We scoped the solution as a multi-agent system: one orchestrator agent per workflow type, each backed by a set of specialized sub-agents handling discrete tasks. That got us to 200+ agents across the 20 workflows.
Why AWS Bedrock AgentCore Over the Alternatives
We evaluated four serious options before committing: Google Vertex AI Agent Builder, Azure AI Agent Service, self-hosted LangChain on ECS, and AWS Bedrock AgentCore. Each has genuine strengths. Here's why AgentCore won for this specific engagement.
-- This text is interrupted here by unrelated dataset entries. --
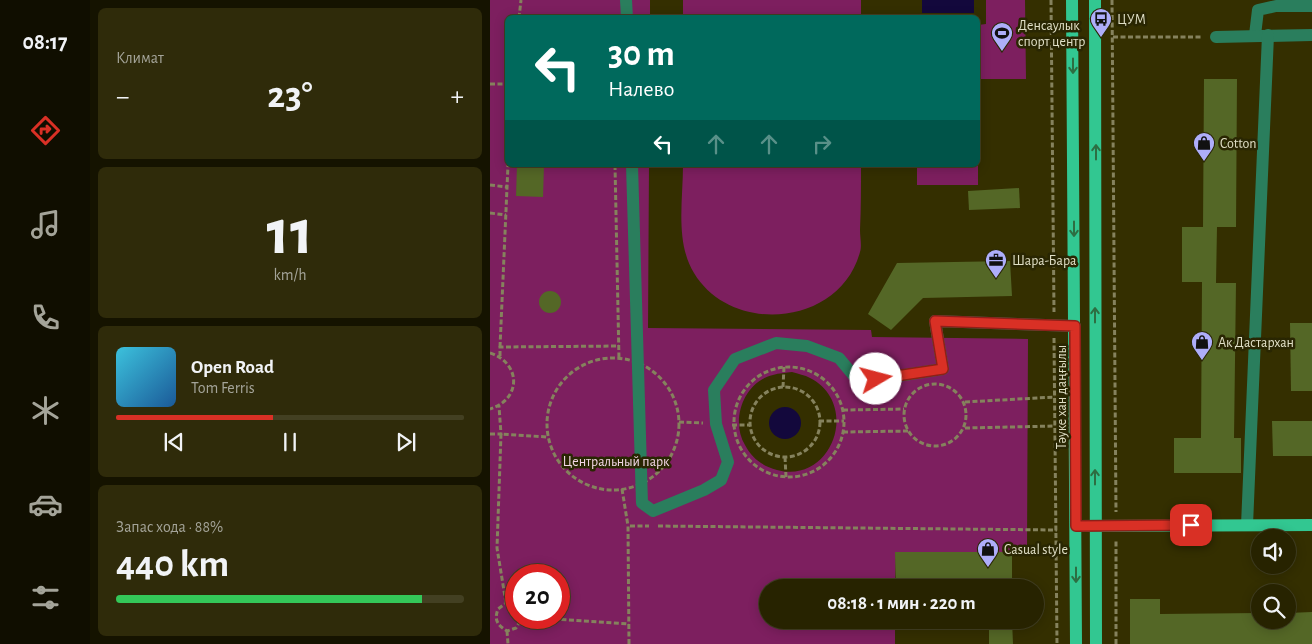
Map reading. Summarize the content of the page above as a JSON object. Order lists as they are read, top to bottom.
{
  "streets": {
    "main road": ["Тәуке хан даңғылы"]
  },
  "parks": ["Центральный парк"],
  "places": {
    "bus stop": ["ЦУМ"],
    "sports": ["Денсаулык спорт центр"],
    "shop": ["Cotton", "Ак Дастархан", "Casual style"],
    "office": ["Шара-Бара"]
  },
  "page": {
    "tabs": "08:17",
    "tile": [
      "Климат",
      ["11", "km/h"],
      ["Запас хода · 88%", "440 km"]
    ],
    "turn": ["30 m", "Налево"],
    "heat": ["−", "23°", "+"],
    "song": ["Open Road", "Tom Ferris"],
    "limit": "20",
    "trip": "08:18 · 1 мин · 220 m"
  }
}
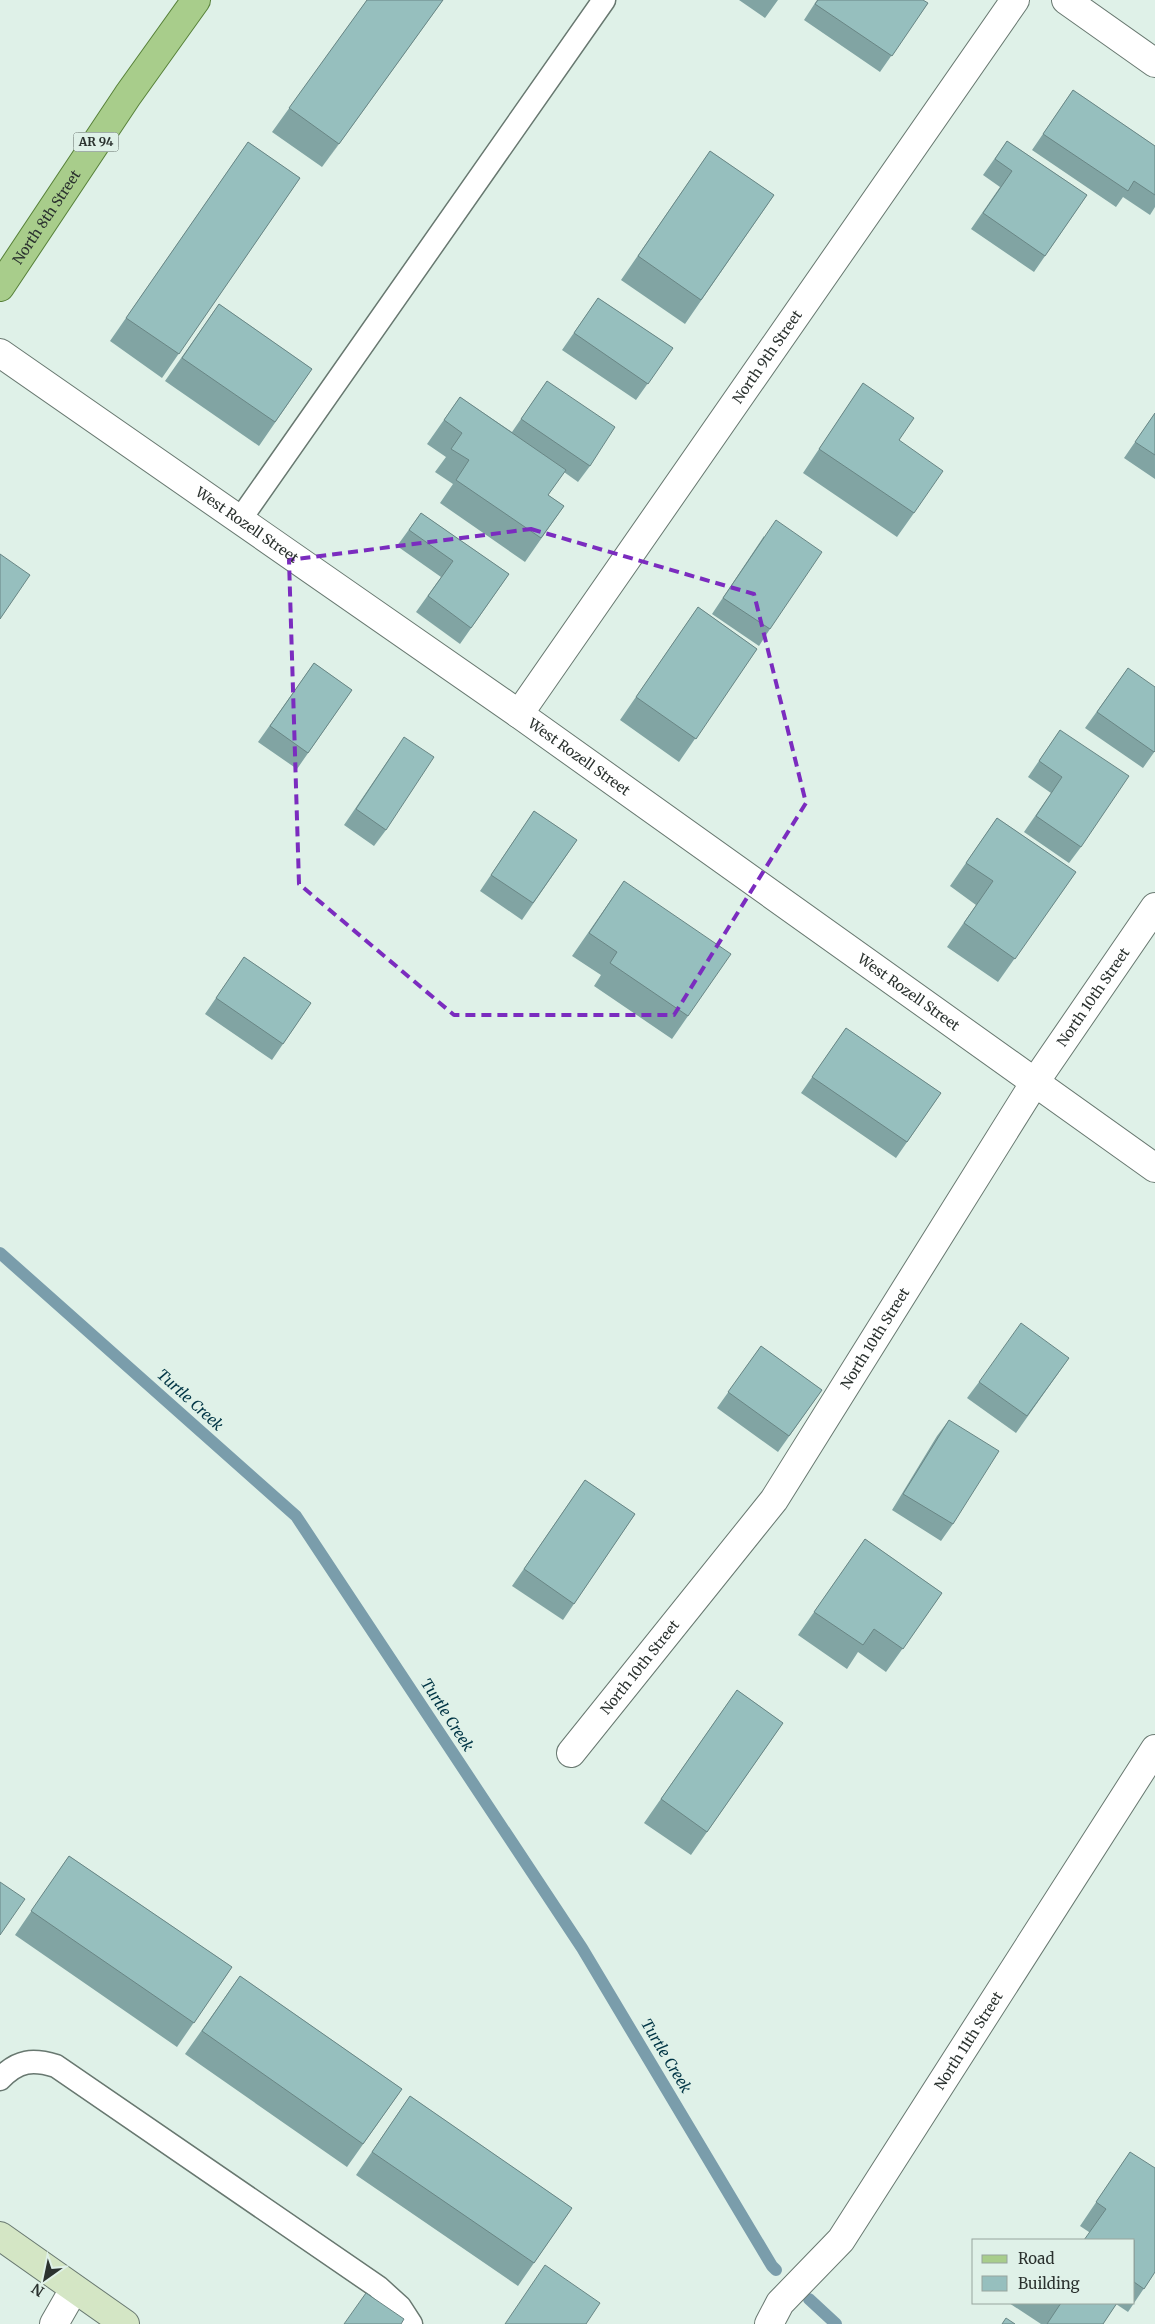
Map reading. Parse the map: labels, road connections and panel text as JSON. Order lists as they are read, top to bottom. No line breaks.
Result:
{"streets":{"main road":["AR 94","North 8th Street"],"street":["North 9th Street","West Rozell Street","North 10th Street","North 11th Street"]},"crossings":[["North 9th Street","West Rozell Street"],["West Rozell Street","North 10th Street"]],"water":["Turtle Creek"],"legend":["Road","Building"],"north":"bottom left"}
Managed Runtime, Not Your Problem
LangChain on ECS is extremely powerful — and extremely operationally expensive. You own the container lifecycle, the memory management, the scaling policies, the cold-start mitigation. For a 90-day delivery, we couldn't afford to spend three weeks on platform engineering before writing a single agent prompt. AgentCore's managed runtime handles all of this. Agents scale to zero when idle and spin up in under 300ms. We didn't write a single Dockerfile.
IAM-Native Design
Every AgentCore invocation is an IAM operation. That means CloudTrail captures it automatically — agent ID, caller identity, timestamp, input/output token counts, guardrail decisions — without any custom logging middleware. For HIPAA audit requirements, this was the single most important architectural property. Vertex AI and Azure AI both require you to build audit logging yourself, routing through their respective logging stacks. We'd been down that road before and didn't want to own it again.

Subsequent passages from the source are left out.